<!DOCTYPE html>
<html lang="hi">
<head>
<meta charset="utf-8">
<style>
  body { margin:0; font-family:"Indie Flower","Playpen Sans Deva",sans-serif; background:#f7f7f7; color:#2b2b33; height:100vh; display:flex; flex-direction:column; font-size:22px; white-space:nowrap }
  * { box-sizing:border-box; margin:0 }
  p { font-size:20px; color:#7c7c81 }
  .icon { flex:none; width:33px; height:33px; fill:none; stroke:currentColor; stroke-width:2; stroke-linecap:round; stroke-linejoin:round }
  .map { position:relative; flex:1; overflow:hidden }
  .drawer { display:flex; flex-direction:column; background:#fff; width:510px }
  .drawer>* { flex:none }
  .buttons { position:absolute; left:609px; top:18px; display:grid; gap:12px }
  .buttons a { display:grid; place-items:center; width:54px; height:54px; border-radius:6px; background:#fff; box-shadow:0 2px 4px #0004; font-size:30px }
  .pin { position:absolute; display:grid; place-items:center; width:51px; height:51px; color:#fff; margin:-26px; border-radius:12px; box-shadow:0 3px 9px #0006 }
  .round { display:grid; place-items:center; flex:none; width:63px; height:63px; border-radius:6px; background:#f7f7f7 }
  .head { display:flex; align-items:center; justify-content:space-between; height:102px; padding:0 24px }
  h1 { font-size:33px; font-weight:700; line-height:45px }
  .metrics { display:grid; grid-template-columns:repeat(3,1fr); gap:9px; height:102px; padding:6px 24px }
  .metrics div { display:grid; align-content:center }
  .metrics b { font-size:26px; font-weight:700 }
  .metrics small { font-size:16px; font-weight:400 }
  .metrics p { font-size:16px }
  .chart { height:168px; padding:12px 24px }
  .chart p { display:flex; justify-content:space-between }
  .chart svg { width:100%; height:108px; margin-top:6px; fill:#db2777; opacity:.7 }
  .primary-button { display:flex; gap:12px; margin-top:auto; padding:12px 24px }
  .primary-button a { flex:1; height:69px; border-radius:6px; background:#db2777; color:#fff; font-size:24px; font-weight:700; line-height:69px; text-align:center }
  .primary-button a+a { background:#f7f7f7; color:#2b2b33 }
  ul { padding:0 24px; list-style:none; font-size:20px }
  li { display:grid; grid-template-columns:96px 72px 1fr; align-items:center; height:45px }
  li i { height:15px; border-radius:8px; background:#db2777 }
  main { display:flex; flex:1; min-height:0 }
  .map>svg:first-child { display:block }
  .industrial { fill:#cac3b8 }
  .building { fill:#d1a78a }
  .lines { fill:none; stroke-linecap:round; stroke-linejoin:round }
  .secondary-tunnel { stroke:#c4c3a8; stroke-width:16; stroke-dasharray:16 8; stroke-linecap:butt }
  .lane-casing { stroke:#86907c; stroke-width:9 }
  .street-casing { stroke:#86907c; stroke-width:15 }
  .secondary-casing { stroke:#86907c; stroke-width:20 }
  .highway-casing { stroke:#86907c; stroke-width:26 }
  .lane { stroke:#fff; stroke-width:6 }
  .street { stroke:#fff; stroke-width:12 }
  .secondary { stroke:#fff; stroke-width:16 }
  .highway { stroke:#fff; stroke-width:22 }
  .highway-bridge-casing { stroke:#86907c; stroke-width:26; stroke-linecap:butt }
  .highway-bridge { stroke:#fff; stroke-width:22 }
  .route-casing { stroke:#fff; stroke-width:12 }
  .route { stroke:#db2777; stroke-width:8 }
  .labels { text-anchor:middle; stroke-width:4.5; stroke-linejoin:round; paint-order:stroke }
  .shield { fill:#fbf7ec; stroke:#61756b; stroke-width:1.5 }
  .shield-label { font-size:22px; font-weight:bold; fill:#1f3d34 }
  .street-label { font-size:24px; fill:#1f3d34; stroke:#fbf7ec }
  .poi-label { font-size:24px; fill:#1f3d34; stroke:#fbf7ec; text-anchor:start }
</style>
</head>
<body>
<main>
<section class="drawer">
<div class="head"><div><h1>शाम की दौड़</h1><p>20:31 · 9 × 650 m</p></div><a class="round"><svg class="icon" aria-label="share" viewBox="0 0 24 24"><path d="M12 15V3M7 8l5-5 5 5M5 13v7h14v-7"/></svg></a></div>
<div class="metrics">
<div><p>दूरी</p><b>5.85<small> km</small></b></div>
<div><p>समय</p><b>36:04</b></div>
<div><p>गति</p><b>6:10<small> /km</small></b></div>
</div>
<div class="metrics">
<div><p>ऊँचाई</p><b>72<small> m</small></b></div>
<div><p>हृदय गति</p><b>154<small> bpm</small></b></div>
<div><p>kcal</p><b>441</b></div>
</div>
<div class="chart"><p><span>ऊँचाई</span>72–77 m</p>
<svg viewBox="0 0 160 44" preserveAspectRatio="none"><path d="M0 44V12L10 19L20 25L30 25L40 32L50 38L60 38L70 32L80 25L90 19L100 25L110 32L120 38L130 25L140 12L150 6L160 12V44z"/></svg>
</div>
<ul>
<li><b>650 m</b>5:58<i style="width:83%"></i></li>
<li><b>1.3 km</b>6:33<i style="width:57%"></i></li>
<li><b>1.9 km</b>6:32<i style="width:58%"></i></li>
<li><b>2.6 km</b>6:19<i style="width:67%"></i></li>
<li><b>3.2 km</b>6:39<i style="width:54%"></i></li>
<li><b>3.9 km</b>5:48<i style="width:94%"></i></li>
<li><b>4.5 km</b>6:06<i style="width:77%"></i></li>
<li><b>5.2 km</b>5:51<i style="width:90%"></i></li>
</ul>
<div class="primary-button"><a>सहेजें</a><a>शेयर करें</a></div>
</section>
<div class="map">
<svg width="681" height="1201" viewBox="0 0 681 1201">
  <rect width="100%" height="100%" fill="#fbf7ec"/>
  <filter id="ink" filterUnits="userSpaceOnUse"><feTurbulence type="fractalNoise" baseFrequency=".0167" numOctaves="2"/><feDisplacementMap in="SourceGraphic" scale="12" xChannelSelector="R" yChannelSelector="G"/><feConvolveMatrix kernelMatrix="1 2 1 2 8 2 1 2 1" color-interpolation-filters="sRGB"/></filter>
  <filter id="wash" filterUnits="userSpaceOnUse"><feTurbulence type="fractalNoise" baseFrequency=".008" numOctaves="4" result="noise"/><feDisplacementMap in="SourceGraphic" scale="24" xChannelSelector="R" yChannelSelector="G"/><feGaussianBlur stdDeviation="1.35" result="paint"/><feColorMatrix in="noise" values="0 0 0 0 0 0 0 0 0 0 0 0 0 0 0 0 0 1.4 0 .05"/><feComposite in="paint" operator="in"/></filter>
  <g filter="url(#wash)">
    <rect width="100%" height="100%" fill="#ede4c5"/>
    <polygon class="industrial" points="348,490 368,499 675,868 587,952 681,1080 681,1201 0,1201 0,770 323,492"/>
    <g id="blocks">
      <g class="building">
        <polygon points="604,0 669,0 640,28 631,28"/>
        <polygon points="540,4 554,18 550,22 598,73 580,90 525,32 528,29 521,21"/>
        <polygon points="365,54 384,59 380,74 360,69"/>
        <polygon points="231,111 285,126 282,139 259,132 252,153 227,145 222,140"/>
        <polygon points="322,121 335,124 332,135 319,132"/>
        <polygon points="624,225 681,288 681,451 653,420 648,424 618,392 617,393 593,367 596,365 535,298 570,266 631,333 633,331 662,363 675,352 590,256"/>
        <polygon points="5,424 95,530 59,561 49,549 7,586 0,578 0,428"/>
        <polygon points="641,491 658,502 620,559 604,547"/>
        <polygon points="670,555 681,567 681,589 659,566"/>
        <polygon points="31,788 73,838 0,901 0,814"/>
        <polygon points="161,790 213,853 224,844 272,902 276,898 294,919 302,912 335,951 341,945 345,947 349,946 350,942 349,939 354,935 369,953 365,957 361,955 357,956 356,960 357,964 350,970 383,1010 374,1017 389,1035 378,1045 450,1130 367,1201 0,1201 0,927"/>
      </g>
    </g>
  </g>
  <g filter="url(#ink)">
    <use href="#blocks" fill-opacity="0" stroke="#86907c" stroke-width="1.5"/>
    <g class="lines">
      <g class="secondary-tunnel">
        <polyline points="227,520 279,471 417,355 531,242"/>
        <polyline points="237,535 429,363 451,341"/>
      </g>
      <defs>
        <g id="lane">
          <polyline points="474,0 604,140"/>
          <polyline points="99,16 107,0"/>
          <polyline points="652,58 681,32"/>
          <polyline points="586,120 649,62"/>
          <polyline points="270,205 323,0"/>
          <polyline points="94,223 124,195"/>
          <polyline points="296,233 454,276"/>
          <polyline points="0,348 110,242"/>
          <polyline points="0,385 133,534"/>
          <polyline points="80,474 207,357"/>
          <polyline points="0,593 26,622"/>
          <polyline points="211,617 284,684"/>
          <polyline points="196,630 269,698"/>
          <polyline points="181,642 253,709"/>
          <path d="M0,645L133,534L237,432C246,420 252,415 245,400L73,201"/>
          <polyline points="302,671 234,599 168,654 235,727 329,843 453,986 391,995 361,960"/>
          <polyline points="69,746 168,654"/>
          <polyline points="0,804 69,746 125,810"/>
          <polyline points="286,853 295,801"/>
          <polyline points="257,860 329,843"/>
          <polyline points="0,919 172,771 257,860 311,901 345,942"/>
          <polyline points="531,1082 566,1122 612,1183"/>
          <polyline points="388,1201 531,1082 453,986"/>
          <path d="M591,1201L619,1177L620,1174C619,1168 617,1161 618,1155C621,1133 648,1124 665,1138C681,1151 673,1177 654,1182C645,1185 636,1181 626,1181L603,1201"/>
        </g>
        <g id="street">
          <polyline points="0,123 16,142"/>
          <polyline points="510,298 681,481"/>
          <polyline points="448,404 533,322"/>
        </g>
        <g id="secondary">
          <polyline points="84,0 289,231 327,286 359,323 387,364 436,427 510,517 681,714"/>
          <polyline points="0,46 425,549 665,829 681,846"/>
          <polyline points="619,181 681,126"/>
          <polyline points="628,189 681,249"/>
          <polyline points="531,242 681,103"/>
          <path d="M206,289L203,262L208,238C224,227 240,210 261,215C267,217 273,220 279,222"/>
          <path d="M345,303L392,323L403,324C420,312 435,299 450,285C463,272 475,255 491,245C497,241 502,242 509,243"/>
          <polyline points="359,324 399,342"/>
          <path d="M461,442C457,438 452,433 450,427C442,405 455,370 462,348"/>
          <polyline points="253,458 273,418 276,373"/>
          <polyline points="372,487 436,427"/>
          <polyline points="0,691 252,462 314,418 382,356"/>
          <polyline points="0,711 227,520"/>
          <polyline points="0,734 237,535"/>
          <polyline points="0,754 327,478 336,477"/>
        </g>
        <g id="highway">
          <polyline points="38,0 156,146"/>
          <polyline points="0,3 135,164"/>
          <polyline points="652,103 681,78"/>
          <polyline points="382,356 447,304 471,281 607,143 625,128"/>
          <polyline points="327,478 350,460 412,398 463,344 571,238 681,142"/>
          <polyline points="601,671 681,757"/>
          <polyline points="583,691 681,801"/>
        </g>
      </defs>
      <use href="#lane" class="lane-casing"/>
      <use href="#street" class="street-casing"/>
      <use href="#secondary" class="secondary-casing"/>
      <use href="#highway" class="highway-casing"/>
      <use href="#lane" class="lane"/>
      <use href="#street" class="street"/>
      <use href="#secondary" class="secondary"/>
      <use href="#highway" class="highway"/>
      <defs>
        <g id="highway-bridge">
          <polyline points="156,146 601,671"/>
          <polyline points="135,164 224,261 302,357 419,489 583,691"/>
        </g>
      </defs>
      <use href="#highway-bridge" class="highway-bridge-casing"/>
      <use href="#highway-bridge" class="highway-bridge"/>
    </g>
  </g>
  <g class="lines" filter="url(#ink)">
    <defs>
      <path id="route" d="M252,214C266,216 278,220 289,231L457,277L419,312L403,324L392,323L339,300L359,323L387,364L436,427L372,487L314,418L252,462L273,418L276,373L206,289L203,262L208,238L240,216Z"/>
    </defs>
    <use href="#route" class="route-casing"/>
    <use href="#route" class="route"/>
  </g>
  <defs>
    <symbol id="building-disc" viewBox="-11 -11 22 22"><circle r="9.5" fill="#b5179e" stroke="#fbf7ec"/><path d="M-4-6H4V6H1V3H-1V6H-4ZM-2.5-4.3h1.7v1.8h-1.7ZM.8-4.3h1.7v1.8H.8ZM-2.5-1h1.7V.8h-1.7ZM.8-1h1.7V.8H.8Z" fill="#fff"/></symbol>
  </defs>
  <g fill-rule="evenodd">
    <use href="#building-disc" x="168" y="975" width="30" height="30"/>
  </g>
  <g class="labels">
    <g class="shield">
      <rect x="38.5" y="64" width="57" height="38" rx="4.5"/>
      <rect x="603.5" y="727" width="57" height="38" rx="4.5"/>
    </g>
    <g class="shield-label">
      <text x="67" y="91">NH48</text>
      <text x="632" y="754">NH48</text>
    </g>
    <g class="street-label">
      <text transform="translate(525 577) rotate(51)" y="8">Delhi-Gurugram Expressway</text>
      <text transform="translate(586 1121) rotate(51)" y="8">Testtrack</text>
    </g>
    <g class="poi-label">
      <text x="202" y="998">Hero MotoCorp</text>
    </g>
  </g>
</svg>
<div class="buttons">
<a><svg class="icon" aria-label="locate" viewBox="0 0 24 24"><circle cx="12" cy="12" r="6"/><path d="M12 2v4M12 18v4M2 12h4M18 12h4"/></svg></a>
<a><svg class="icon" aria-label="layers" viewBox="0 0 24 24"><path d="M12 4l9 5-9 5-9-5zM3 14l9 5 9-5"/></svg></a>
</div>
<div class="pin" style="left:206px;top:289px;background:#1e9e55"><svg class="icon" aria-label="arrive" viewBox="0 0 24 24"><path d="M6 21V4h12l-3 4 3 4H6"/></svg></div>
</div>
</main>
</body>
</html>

*ASSIGNMENT*
Scan the material above line by line and report how many lines contain the word "filterUnits", nothing further.

*EXERCISE ANSWER*
2